TASK MATERIAL: Begin

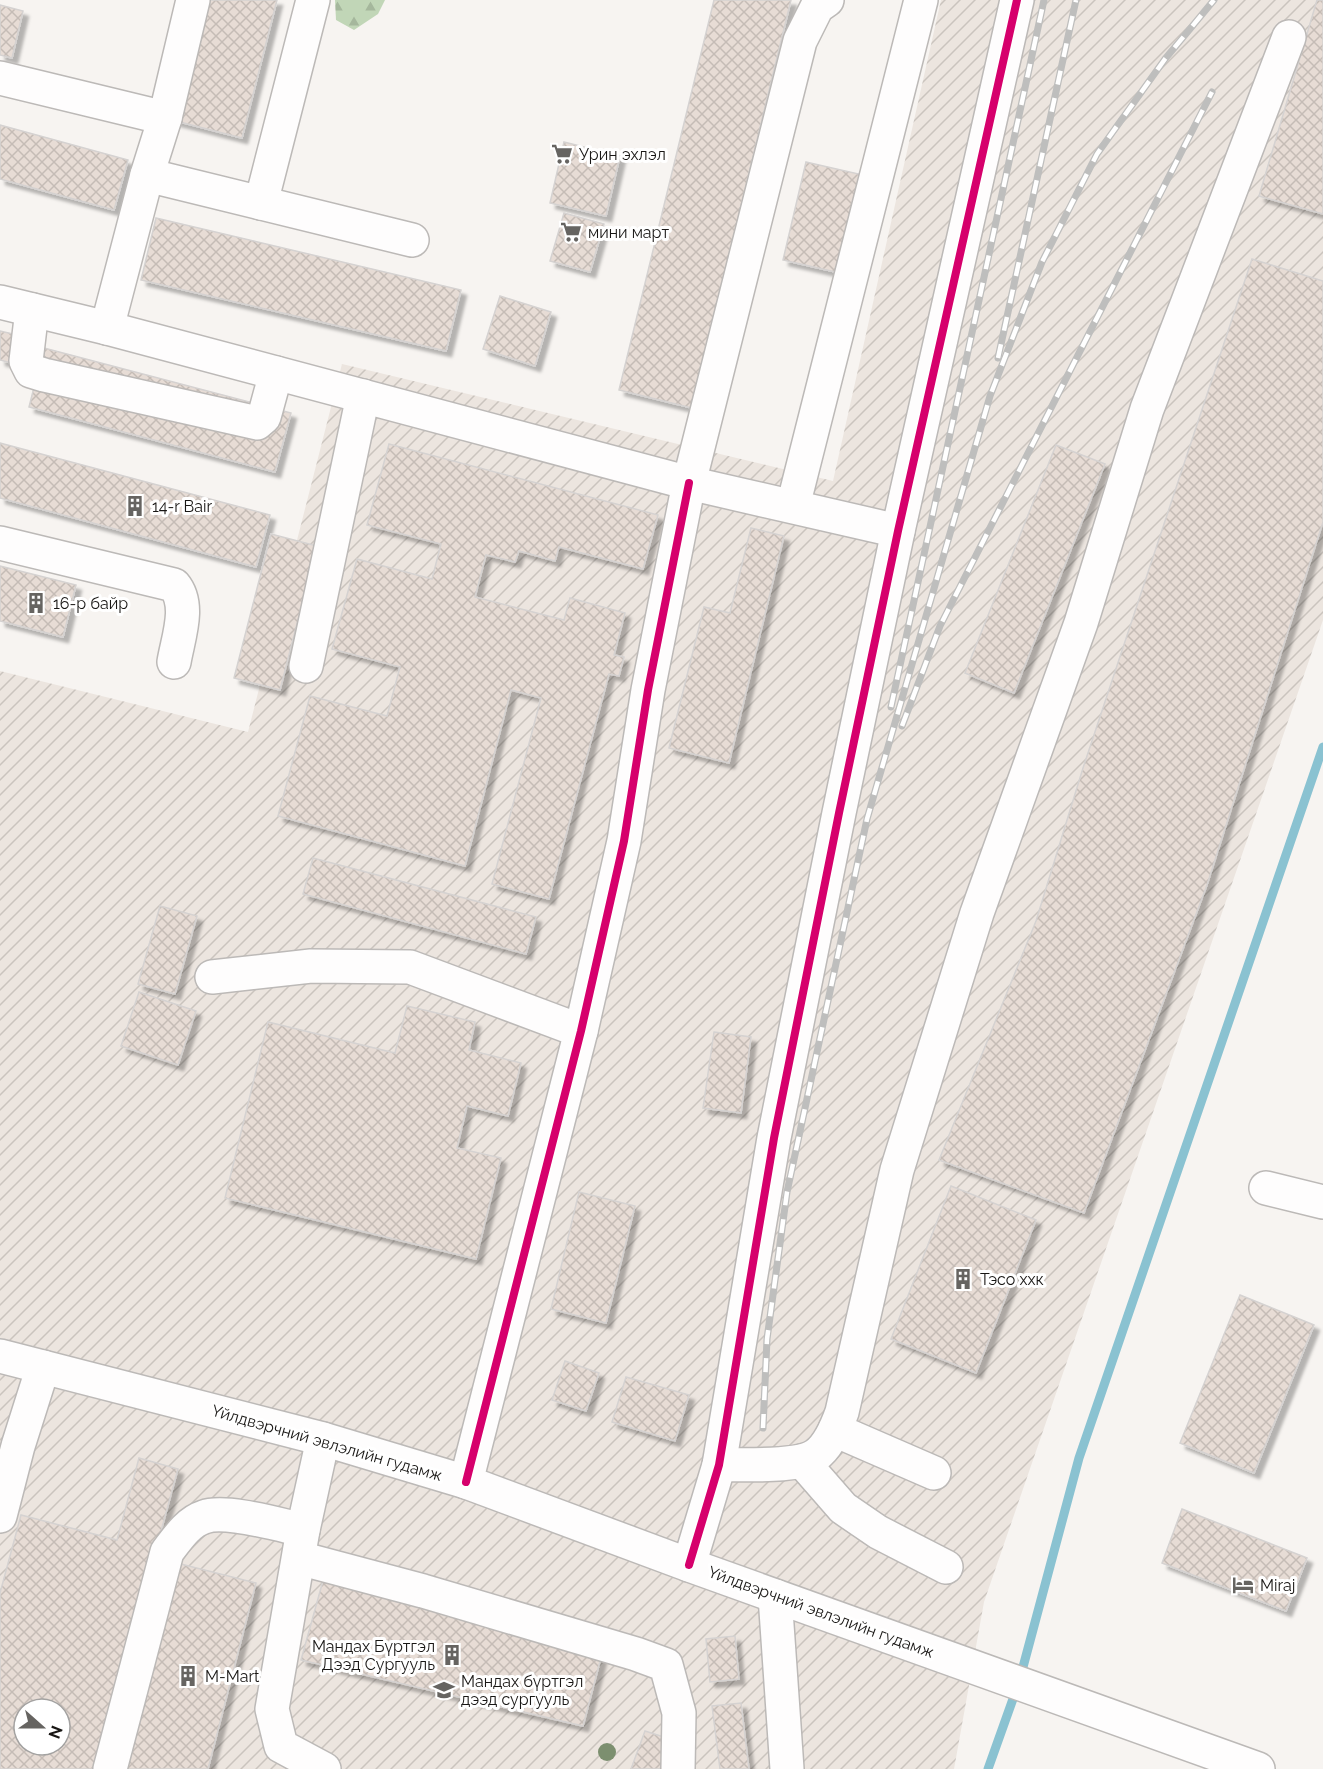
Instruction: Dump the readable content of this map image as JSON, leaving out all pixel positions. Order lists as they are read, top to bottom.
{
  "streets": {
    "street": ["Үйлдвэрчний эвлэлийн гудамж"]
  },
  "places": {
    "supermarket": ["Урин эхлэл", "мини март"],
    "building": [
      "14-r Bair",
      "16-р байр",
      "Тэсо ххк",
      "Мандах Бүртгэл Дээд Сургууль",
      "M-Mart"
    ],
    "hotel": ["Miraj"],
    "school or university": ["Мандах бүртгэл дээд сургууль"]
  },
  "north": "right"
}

TASK MATERIAL: End
TASK MATERIAL: Begin

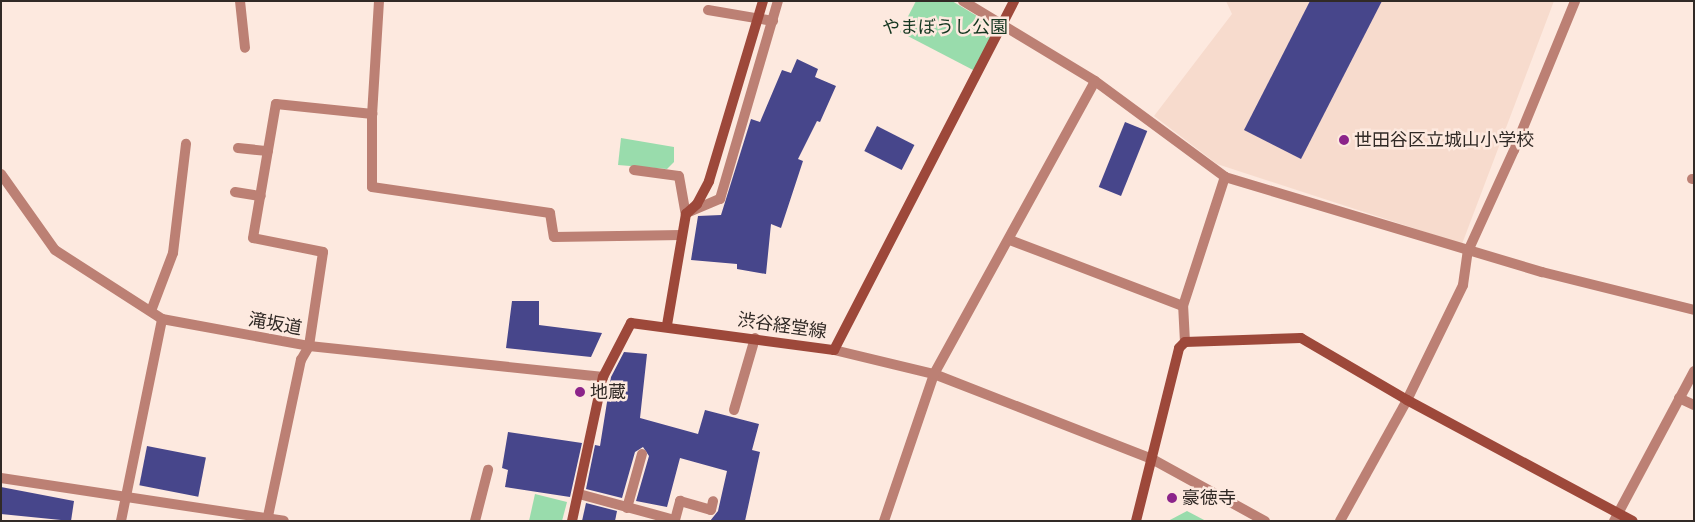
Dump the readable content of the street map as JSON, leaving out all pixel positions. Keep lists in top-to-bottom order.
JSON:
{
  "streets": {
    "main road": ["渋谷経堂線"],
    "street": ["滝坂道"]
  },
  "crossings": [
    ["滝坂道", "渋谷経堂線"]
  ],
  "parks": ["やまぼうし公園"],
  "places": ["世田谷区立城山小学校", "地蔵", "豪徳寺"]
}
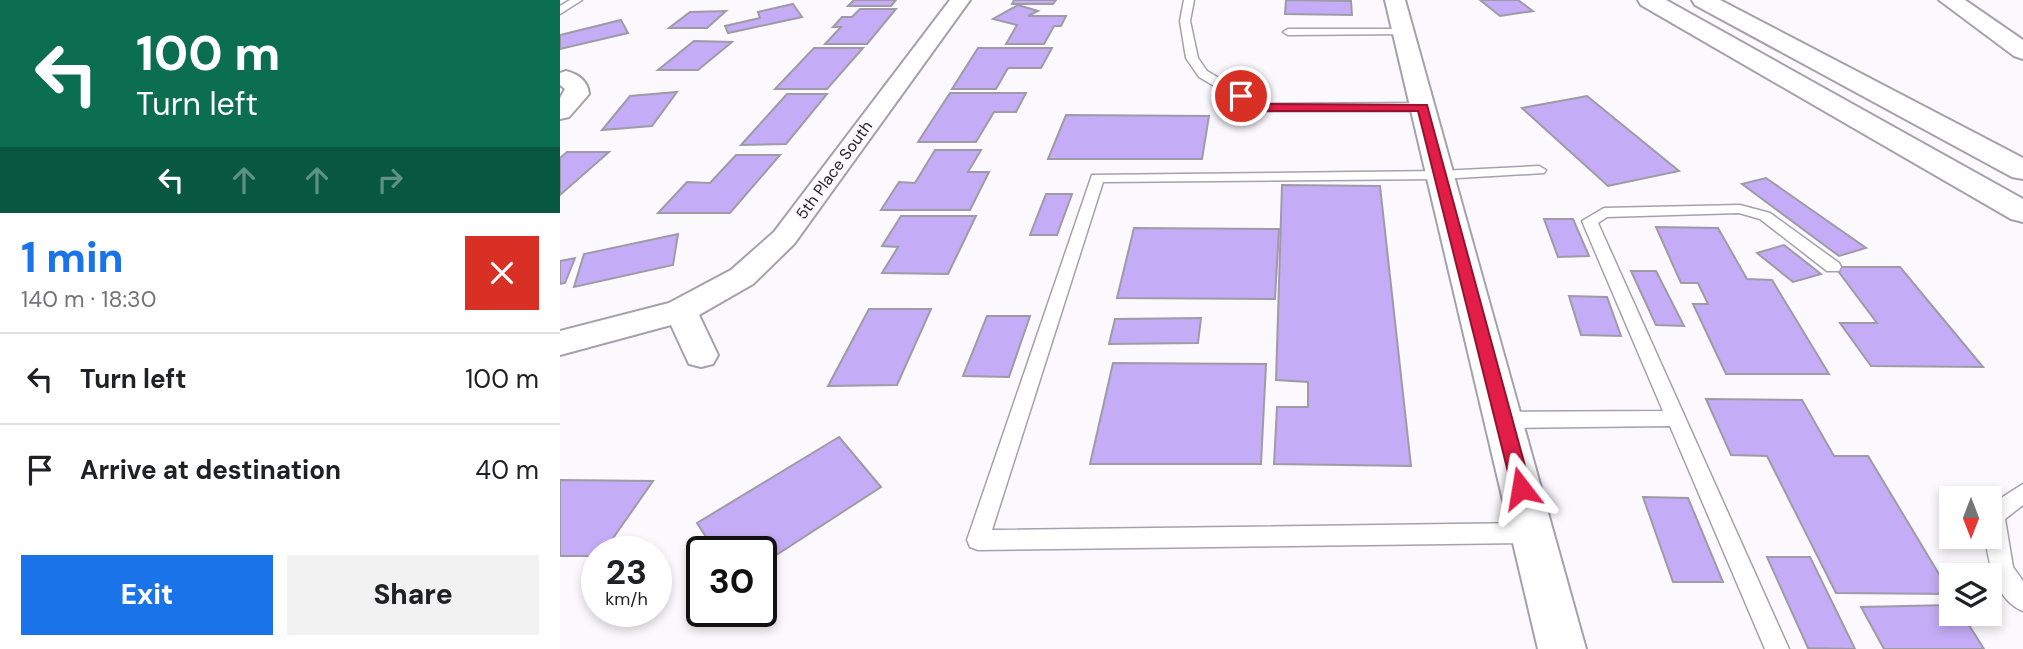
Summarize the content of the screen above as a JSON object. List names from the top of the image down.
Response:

TASK MATERIAL: End
TASK MATERIAL: Begin

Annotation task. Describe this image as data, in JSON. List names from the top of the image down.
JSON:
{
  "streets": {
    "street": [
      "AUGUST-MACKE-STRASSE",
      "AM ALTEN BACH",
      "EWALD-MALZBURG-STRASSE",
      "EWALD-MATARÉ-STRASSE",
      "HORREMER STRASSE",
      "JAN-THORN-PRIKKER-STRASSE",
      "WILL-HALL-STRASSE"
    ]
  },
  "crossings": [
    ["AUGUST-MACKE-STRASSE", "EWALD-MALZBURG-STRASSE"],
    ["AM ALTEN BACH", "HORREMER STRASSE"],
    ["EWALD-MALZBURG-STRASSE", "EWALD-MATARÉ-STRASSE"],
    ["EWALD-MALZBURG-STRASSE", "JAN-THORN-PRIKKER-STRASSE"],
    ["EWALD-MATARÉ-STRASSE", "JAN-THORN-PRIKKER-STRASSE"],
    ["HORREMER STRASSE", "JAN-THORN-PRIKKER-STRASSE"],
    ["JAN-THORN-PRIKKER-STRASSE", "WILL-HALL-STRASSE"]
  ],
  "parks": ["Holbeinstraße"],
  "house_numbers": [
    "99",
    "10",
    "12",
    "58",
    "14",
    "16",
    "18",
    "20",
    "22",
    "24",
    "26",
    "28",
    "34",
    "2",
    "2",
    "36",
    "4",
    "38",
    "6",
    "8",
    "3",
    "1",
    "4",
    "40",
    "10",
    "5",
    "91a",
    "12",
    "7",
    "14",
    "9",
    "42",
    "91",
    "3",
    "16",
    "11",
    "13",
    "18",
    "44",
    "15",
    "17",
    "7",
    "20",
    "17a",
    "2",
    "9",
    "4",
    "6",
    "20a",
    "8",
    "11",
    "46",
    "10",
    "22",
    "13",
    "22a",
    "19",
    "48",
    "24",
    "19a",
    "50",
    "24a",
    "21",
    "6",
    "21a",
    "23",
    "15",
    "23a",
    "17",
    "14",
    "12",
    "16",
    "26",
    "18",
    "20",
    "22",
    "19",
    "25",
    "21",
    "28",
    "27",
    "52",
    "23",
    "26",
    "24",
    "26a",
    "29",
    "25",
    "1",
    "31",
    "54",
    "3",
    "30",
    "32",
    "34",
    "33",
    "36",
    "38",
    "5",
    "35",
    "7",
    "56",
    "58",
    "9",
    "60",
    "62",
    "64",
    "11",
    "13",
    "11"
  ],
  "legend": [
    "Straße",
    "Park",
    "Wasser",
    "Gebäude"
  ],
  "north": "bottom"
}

TASK MATERIAL: End

### TASK
Lines in the material above that include the string "names" should be listed.

### TASK RESPONSE
Summarize the content of the screen above as a JSON object. List names from the top of the image down.
Annotation task. Describe this image as data, in JSON. List names from the top of the image down.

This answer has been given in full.